Now I check these things explicitly after any new setup or config change:
Anthropic console, OpenAI platform, Google AI Studio. Threshold low enough to catch a runaway process within one day. If I had done this from the start, mistake one would have cost a single day of billing.
After any model change, SSH in and read the file the container actually uses: docker exec openclaw-vsg4-openclaw-1 python3 -c "import json; c=json.load(open('/data/.openclaw/openclaw.json')); print(c['agents']['defaults']['model']['primary'])". Not the workspace config. The system config.
Filter by the server's API key specifically. If you see a model you did not configure, the model override is coming from somewhere in the runtime, not your config files.
One App Token, one active connection. If you run local and server simultaneously, they conflict and both bill. Local is for editing files. The server is for operations.
Do not rely on a config file that might be silently overridden. Patch the system config as part of every deployment. If it drifts between pushes, the next deploy corrects it automatically.
The cost of building on top of a platform you do not fully understand is measured in dollars, not just time. Every hidden default has a price. The only way to find them is to audit actual spend against intended configuration, regularly, before it adds up.
The total across all three mistakes is somewhere between $250 and $350 depending on how far back the dreaming system ran before I noticed. Real money. Every dollar came from a setting I did not set, a file I did not know existed, or two instances I thought were redundant.
Build the billing alerts first. Verify the actual runtime config, not the one you think you deployed. Then trust the system.
FAQ
Does OpenClaw's workspace config control anything important?
Yes, but not the primary model. The workspace config controls memory search paths, extra context files, and workspace-level agent settings. For model selection, only the system config at /data/.openclaw/openclaw.json matters. Change both if you want the change to actually take effect.
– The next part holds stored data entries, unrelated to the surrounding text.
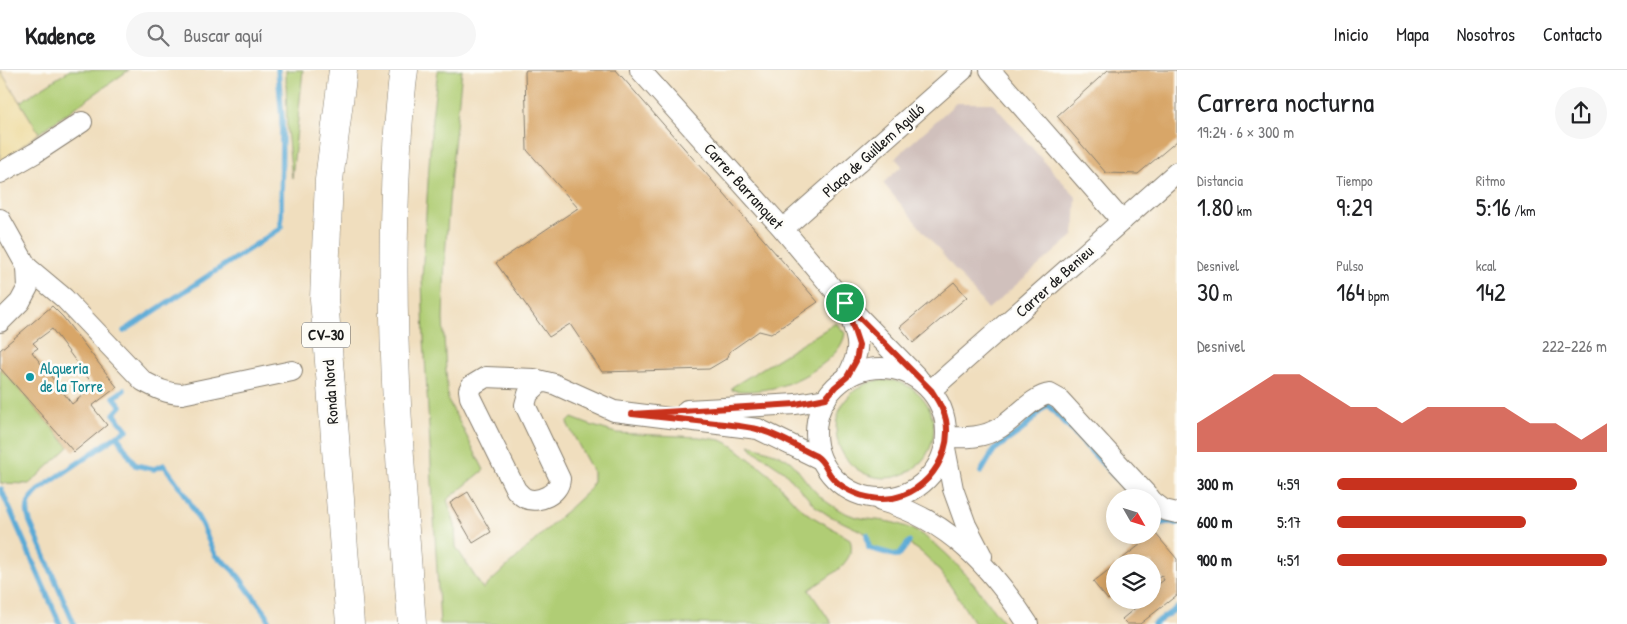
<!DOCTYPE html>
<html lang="es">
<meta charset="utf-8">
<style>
:root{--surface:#fff;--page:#f6f6f6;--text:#202124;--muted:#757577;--line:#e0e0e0;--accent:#c8321e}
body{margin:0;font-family:"Patrick Hand",sans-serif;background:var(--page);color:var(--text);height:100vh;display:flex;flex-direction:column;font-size:19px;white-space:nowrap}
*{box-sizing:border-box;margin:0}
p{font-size:16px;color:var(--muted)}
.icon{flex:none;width:28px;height:28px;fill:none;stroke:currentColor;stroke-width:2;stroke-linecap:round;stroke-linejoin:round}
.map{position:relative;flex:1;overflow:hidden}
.side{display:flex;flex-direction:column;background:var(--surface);width:450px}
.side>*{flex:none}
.needle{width:32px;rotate:129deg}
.fabs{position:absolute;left:1106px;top:419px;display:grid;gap:10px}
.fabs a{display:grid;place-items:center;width:55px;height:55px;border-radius:50%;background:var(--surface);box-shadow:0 2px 12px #0003;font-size:25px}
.pin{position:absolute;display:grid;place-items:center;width:42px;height:42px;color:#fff;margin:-21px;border:2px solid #fff;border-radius:50%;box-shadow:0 1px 5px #0007}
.round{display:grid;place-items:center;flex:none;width:52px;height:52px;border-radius:26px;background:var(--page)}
.overview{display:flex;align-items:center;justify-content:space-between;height:85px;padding:0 20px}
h1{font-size:28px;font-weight:600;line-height:38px}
.figures{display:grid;grid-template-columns:repeat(3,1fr);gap:8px;height:85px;padding:5px 20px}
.figures div{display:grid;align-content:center}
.figures b{font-size:25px;font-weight:600}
.figures small{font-size:14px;font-weight:400}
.figures p{font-size:14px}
.chart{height:140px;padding:10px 20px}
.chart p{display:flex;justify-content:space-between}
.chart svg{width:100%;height:90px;margin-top:5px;fill:var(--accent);opacity:.7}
ul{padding:0 20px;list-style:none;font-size:16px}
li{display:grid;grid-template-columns:80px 60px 1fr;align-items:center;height:38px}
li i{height:12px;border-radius:6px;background:var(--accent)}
header{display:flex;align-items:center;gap:30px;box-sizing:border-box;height:70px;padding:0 25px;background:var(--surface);border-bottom:1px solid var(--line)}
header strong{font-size:24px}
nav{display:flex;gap:28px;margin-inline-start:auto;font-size:18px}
.search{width:350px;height:45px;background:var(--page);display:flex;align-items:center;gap:12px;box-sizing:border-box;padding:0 18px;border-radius:28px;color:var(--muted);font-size:19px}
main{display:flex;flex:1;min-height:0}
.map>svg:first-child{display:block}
.industrial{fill:#d0c0bc}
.green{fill:#b0cd74;stroke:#667448}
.sand{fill:#eeda9e;stroke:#857b5d}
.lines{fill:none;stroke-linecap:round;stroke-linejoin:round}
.stream{stroke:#5caad6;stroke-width:5.5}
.building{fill:#d8a667;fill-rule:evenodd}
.minor-casing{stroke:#867d6d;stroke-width:22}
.highway-casing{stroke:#867d6d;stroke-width:29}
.minor{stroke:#fff;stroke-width:20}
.highway{stroke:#fff;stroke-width:28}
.route-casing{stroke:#fff;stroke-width:10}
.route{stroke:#c8321e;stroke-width:6}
.culture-dot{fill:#0f9aa8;stroke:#fdfcf7;stroke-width:2}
.labels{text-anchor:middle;stroke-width:5;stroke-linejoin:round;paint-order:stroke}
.shield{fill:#fdfcf7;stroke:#605f5e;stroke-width:1}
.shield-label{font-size:15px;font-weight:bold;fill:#1c1c1c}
.street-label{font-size:16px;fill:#1c1c1c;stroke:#fdfcf7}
.culture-label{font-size:16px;fill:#0d838f;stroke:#fdfcf7;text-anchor:start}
</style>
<header>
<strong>Kadence</strong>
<div class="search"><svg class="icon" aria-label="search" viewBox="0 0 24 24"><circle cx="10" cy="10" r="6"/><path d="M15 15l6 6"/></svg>Buscar aquí</div>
<nav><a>Inicio</a><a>Mapa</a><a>Nosotros</a><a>Contacto</a></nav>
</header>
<main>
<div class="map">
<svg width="1177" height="554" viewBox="0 0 1177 554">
<rect width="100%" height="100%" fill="#fdfcf7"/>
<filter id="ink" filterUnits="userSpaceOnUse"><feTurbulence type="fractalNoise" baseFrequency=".02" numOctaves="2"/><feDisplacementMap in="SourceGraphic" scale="10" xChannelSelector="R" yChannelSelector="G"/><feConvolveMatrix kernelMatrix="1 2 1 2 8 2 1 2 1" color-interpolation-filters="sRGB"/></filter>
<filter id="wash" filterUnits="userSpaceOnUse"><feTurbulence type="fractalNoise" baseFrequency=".0096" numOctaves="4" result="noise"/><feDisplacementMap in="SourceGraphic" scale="20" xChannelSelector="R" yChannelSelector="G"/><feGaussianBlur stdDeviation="1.12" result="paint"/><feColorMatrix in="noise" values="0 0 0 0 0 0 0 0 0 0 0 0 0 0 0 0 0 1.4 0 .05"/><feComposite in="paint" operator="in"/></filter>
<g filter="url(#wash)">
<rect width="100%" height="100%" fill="#f0debe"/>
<polygon class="industrial" points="956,33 992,33 1076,127 1074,165 988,239 883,113 902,96 895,88"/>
<g class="green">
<polygon points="70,0 129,0 39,63 20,32"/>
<polygon points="286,0 303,0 292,108 287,60"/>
<path d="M438,0H462L451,104L445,187L443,249L446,301L448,330L484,400L447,430L455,455L456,477L483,519L590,419L593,411V402L567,353L572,348L590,355L616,363L699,367L721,370L733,376L770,405L797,435L808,444L850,469C851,473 852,478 851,481C846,499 822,510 809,520L832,554H440L424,269L422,208L432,48Z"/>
<path d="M836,253L845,263C842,290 792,316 767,319C756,321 743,322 732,320V317Z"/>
<polygon points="0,298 69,377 29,414 0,413"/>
<circle cx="885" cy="359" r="49"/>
<path d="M749,375C762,379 780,383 791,392C795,396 799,402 803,407C812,419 822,430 836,438C860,453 878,447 901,455C945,469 977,520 1005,554H975C958,529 937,488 910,475L898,486L869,478L867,464L828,445L815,436L784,401L753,380Z"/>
</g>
<polygon class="sand" points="0,0 39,63 0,93"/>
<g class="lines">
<g class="stream">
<polyline points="124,261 281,158 282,49 278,0"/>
<polyline points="124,320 114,327 121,336 114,344 127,360 117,366 135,395 154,399 164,395 185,424 202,455 215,485 229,496 238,506 267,545 269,554"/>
<polyline points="981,402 994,380 1022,360 1047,334 1135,428"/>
<polyline points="1,419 60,554"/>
<polyline points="1152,446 1159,453 1177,453"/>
<polyline points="867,465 869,478 898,486 909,472"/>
<path d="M74,554L30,452C24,437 29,429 40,419L117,366"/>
<polyline points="1154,554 1177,538"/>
</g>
</g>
<g id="blocks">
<g class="building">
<polygon points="526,0 616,0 818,232 771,264 759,261 729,282 726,289 709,299 602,302 570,254 549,267 496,193 578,138 527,80 525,2"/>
<polygon points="1108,0 1177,0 1177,71 1138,104 1106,103 1057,46"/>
<polygon points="954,212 967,227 913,273 900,257"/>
<path d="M52,236L63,247L117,317L92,336L107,355L74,382L0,298V280ZM52,259L94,316L72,334L32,282L38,278L33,273Z"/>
<polygon points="468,422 491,462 473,473 450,433"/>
<polygon points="1155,463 1177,489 1177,525 1140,554 1127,554 1122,549 1139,535 1138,533 1142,530 1152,530 1152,519 1164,510 1161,505 1152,512 1152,492 1118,492"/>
<polygon points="1115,495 1115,517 1110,521 1113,526 1108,530 1093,512"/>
</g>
</g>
</g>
<g filter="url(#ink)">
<use href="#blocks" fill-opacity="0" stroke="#867d6d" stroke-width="1"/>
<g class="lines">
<defs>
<g id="minor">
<polyline points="640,0 783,159 845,233 918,308"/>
<polyline points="990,0 1122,151"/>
<polyline points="0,103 35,83 82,52"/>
<path d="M0,149L27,197L64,228L143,311C156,318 167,324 182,324L292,301"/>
<polyline points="783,159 963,0"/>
<polyline points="0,252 20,232 28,217 27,197"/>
<circle cx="881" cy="363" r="65"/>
<path d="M847,307C863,278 858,270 848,240"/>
<path d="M542,311L528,324L525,335L560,409C559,424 538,434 525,428C521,426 519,423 516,420L470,327L469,320L471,316L486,307L534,309L554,314L614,341L758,359L820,389"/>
<polyline points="931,320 1177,102"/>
<polyline points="687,340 796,334 826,329"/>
<path d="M947,367C966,368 984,368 1001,357C1016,348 1033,326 1050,324L1059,329L1150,428"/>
<polyline points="945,378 953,419 966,455 982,486"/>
<path d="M881,431C949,450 991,497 1028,554"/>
<polyline points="1152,431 1164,440 1177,443"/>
</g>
<g id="highway">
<polyline points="343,0 329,110 324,229 350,554"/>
<path d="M404,0C397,52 395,106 394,158C391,290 402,422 412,554"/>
</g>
</defs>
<use href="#minor" class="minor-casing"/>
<use href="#highway" class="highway-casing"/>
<use href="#minor" class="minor"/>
<use href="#highway" class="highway"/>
</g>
</g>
<g class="lines" filter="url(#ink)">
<defs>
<path id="route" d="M845,233L931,320C937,329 944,339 946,350C954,393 915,436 872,428C858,426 841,418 832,407C826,400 824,391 816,386C797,377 777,364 757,359C744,356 729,355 716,353C688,350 660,347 632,344L796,334L826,328L835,317L847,307L856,291L859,275Z"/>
</defs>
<use href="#route" class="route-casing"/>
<use href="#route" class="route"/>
</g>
<circle class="culture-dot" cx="30" cy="307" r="5"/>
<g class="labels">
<rect class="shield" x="302" y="252.5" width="48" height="25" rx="4"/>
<g class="shield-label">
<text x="326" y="270">CV-30</text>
</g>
<g class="street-label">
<text transform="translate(873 80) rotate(-42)" y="6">Plaça de Guillem Agulló</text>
<text transform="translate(744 116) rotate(48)" y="6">Carrer Barranquet</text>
<text transform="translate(1054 211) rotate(-42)" y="6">Carrer de Benieu</text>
<text transform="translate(330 322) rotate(-94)" y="6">Ronda Nord</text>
</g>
<g class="culture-label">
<text x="40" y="304">Alqueria<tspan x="40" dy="18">de la Torre</tspan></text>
</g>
</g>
</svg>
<div class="fabs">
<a><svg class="needle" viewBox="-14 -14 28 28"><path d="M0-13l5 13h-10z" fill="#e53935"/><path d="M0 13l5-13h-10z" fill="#757577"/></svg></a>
<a><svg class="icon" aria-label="layers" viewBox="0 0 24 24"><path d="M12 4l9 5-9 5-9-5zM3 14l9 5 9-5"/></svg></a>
</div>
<div class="pin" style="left:845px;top:233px;background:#1e9e55"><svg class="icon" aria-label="arrive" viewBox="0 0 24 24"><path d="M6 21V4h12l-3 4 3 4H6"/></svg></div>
</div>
<section class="side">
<div class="overview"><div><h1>Carrera nocturna</h1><p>19:24 · 6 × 300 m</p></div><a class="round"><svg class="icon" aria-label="share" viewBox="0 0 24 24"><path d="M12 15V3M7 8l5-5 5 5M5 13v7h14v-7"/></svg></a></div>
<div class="figures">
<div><p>Distancia</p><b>1.80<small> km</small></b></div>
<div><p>Tiempo</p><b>9:29</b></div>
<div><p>Ritmo</p><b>5:16<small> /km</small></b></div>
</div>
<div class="figures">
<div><p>Desnivel</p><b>30<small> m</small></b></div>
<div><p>Pulso</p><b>164<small> bpm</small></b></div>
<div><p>kcal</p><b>142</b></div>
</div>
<div class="chart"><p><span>Desnivel</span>222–226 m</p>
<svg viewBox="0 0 160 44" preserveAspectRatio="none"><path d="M0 44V30L10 22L20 14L30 6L40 6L50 14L60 22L70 22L80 30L90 22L100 22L110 22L120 22L130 30L140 30L150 38L160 30V44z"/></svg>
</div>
<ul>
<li><b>300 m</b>4:59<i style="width:89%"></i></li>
<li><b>600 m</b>5:17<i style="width:70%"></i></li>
<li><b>900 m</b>4:51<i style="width:100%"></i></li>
</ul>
</section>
</main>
How do I disable the dreaming system if I already have costs?
Set plugins.entries.memory-core.config.dreaming.enabled = false in your workspace openclaw.json, then also remove or revoke your OpenAI key. Revoke it at the source in the OpenAI platform dashboard that is the hard stop regardless of server state.
What model should I use for automated cron tasks? For structured ops like reply classification, campaign analysis, and follow-up logic, Gemini 2.5 Flash performs on par with Claude Haiku at near-zero cost. For draft writing and nuanced reasoning, Sonnet is stronger. The architecture we run now uses Gemini Flash for all automated crons and reserves Sonnet for tasks that need it.
Can I run OpenClaw locally and on a server at the same time?
Not safely with Slack. Socket Mode allows one connection per App Token. If both instances are running, they compete for the connection and both agents operate in different states. Stop local with openclaw gateway stop before relying on the server.
How do I verify which model the container is actually using?
SSH into the server and run: docker exec openclaw-vsg4-openclaw-1 python3 -c "import json; c=json.load(open('/data/.openclaw/openclaw.json')); print(c['agents']['defaults']['model']['primary'])". That reads the file the container actually uses, not the workspace config.